Currently, the approach to disingenuously milk the state has been through judgement debts and undelivered projects. Scandalous revelations involving government officials fronting for private enterprises to rip off the state, and the perceived lethargy of the attorney general’s office to properly defend Ghana against such marauders; have set minds befuddled as to whose interest our state officials actually serve.
Today, another of such dodgy plots to cash in on, this time not only state resources, but also the cash of unsuspecting farmers, farm produce vendors and others involved in agribusiness, is the beleaguered Plant Breeders Bill (PBB).
Fundamentally, one expects this bill to espouse the intellectual property rights of breeders, which they can claim via civil action in our law courts. But certainly, notwithstanding the several unreasonable powers given to breeders in this bill, even to the point of eroding national sovereignty, the bill further seeks to use the tax payer’s money to prosecute Ghanaians on behalf of breeders.
This bitter legal pill waiting to be pushed down our throats has been craftily buried in the PBB, and reads as follows;
“Offences (Clause 58): A person who wilfully….offers for sale, sells or markets the propagating material of a variety protected in Ghana etc.… ”commits an offence and is liable on summary conviction to a fine of not less than five thousand penalty units and not more than eight thousand penalty units”

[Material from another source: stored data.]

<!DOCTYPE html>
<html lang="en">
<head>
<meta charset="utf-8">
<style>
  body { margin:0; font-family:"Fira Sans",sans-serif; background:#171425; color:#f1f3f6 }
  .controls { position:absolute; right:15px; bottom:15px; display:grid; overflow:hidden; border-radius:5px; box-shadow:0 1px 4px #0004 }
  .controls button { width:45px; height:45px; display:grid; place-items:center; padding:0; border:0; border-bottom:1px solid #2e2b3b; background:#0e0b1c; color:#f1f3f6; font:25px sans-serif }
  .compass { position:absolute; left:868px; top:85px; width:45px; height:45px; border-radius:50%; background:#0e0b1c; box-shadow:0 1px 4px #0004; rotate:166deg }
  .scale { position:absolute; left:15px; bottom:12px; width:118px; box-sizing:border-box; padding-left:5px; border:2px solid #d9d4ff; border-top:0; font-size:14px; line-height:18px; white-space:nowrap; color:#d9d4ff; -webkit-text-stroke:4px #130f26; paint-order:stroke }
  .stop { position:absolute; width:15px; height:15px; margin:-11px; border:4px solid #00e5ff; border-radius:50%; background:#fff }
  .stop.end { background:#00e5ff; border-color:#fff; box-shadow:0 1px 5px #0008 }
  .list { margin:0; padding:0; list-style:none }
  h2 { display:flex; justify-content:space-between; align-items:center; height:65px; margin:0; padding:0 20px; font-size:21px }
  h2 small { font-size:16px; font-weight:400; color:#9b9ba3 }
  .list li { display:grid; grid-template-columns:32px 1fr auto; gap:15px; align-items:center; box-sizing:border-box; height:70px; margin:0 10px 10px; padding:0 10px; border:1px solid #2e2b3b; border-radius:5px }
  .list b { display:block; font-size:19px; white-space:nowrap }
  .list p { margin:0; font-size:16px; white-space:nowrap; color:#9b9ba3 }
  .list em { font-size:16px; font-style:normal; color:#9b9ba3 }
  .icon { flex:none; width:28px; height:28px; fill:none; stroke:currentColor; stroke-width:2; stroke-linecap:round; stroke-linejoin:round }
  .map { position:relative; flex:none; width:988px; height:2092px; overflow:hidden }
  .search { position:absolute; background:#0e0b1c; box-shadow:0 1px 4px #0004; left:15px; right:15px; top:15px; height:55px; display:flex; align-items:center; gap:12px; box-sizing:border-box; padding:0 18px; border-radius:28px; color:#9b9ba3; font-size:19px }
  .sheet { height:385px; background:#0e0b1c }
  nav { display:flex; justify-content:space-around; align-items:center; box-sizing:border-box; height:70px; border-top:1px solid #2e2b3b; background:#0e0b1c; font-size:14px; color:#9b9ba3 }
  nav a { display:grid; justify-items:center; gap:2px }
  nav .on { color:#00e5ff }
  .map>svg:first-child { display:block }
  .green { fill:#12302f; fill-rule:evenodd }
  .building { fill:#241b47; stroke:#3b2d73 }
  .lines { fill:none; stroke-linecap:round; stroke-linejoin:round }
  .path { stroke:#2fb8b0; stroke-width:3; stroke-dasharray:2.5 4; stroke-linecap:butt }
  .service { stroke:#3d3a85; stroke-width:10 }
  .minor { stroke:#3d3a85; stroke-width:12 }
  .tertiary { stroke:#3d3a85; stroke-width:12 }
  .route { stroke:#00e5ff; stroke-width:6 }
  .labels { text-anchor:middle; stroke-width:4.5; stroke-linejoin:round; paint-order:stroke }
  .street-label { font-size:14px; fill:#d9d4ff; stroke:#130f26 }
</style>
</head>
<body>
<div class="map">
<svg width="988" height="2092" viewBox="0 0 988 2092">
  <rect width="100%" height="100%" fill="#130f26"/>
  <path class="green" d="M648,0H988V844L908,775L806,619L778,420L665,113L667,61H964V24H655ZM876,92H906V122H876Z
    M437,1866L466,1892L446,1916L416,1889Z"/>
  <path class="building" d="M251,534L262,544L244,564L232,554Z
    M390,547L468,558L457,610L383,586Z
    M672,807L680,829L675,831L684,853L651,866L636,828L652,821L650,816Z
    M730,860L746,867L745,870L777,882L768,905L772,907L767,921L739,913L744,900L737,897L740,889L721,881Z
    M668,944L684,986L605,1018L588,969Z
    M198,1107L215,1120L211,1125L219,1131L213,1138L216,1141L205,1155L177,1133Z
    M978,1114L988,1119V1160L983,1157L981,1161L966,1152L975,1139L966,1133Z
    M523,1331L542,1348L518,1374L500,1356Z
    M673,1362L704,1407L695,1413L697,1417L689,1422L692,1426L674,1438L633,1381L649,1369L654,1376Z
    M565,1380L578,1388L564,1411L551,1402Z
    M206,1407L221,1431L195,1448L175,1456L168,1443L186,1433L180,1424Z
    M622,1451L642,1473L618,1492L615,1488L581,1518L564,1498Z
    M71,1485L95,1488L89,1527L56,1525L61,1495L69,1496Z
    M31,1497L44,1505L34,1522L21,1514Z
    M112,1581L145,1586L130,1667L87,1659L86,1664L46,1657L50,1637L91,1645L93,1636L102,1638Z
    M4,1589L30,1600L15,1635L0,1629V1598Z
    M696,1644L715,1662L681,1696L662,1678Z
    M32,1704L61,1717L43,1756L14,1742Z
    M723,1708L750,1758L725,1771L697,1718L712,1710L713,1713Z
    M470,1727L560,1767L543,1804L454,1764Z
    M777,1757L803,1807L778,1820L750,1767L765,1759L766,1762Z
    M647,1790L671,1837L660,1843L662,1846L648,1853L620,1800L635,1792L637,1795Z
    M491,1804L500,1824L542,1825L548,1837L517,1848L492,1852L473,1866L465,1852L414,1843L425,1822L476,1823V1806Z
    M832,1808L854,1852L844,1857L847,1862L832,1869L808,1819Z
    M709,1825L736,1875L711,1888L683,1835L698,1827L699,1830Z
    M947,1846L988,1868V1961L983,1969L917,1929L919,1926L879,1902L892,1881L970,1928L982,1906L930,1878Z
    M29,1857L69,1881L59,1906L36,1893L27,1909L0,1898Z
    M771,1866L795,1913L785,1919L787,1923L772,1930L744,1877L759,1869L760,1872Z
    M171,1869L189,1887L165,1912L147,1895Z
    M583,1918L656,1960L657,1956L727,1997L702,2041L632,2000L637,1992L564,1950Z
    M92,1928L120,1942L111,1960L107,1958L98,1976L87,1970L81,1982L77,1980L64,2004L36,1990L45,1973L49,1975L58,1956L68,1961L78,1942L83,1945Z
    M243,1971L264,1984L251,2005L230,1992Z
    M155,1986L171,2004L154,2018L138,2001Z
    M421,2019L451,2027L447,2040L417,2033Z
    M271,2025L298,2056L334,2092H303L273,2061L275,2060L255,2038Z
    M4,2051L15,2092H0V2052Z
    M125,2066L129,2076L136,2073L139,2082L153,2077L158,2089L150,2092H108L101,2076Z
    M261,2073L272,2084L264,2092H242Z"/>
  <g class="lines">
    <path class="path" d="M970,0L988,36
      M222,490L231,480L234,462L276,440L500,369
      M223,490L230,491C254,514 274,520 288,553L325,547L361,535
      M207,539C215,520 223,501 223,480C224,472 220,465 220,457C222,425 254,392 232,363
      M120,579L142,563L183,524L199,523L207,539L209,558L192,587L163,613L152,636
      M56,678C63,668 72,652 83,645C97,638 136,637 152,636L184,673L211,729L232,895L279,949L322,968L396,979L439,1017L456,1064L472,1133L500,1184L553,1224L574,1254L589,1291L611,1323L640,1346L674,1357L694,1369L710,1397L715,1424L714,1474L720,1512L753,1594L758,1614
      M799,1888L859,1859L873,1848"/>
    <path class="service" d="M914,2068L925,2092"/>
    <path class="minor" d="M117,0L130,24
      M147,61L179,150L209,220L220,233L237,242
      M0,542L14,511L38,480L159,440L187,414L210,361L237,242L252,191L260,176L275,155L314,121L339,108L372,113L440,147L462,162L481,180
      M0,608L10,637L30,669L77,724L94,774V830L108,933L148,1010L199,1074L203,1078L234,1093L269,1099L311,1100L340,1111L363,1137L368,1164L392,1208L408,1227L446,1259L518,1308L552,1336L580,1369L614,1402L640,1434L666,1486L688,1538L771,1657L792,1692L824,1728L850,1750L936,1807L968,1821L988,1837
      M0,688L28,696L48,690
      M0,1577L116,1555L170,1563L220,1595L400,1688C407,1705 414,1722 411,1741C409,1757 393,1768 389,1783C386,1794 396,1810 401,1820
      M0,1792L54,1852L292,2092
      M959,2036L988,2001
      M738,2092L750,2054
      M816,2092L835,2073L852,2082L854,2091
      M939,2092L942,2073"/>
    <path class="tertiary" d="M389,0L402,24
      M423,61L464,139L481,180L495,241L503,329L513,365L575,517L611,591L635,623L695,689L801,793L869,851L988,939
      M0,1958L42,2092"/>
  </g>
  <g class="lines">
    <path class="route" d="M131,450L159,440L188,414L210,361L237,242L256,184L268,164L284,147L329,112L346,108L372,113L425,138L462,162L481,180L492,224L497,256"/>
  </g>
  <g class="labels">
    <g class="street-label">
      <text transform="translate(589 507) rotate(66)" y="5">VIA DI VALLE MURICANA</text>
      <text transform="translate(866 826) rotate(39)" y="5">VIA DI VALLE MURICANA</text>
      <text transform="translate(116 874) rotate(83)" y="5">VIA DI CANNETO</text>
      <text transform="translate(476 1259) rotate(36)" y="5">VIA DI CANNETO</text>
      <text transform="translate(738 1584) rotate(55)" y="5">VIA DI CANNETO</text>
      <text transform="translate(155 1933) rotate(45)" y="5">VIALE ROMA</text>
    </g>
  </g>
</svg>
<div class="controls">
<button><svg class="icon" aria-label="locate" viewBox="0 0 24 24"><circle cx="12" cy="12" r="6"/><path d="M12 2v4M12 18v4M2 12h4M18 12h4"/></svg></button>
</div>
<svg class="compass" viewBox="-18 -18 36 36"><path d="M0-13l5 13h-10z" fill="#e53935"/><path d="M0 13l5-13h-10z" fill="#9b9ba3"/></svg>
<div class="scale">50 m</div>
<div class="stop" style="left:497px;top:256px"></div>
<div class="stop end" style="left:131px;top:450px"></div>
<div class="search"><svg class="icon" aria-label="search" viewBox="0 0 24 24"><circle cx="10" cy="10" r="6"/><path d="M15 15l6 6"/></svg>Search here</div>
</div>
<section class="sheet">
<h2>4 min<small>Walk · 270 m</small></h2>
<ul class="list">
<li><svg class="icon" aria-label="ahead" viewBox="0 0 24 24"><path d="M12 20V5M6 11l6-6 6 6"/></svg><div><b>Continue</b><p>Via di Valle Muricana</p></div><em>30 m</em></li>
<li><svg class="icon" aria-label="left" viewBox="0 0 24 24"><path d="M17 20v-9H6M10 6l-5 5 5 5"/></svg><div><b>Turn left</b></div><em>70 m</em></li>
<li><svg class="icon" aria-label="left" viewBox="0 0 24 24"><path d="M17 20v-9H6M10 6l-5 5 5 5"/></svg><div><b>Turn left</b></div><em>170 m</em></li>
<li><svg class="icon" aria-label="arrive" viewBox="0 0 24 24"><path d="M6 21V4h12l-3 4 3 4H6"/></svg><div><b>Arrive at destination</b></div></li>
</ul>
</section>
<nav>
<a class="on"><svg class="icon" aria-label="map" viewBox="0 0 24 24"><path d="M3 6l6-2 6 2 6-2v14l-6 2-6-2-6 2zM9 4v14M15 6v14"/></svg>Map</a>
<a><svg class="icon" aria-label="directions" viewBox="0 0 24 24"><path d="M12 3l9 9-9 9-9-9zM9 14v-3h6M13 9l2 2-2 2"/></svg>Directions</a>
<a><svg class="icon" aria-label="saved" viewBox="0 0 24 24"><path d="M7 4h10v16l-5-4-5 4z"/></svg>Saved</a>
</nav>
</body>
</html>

This clause above introduces an element of criminal prosecution on behalf of breeders. But the question that remains to be answered is this; why would the state of Ghana seek to use public funds and resources to prosecute its own citizenry on behalf of a plant breeder who is in business to profit just like any other enterprise?
If this law was made with the short-sightedness of protecting the CSIR, then government better revise its notes. Because as we all know, as soon as this bill becomes an Act, the influx of multinational breeders lurking in the shadows will make the CSIR into nothing more than a preppy lab. And the state will now be saddled with the albatross of prosecuting its own citizenry to protect foreign interests.
This unfortunate development has the two pronged onslaught of extracting resources and funds, firstly from the national purse and secondly from the pockets of Ghanaians in agribusiness respectively – all inuring to the benefit of the ‘untouchable’ plant breeders.
Another bizarre phase of this whole mess is the loud silence of the opposition in parliament and the rather insidious efforts being made by a number of them to push this bill through. One may genuinely want to ask – in effect, who are they working for?
So then the mental light bulbs switch on … what is the motivation of government and its officials in seeking to encumber Ghanaians with such an unholy law? Well, the trend speaks for itself.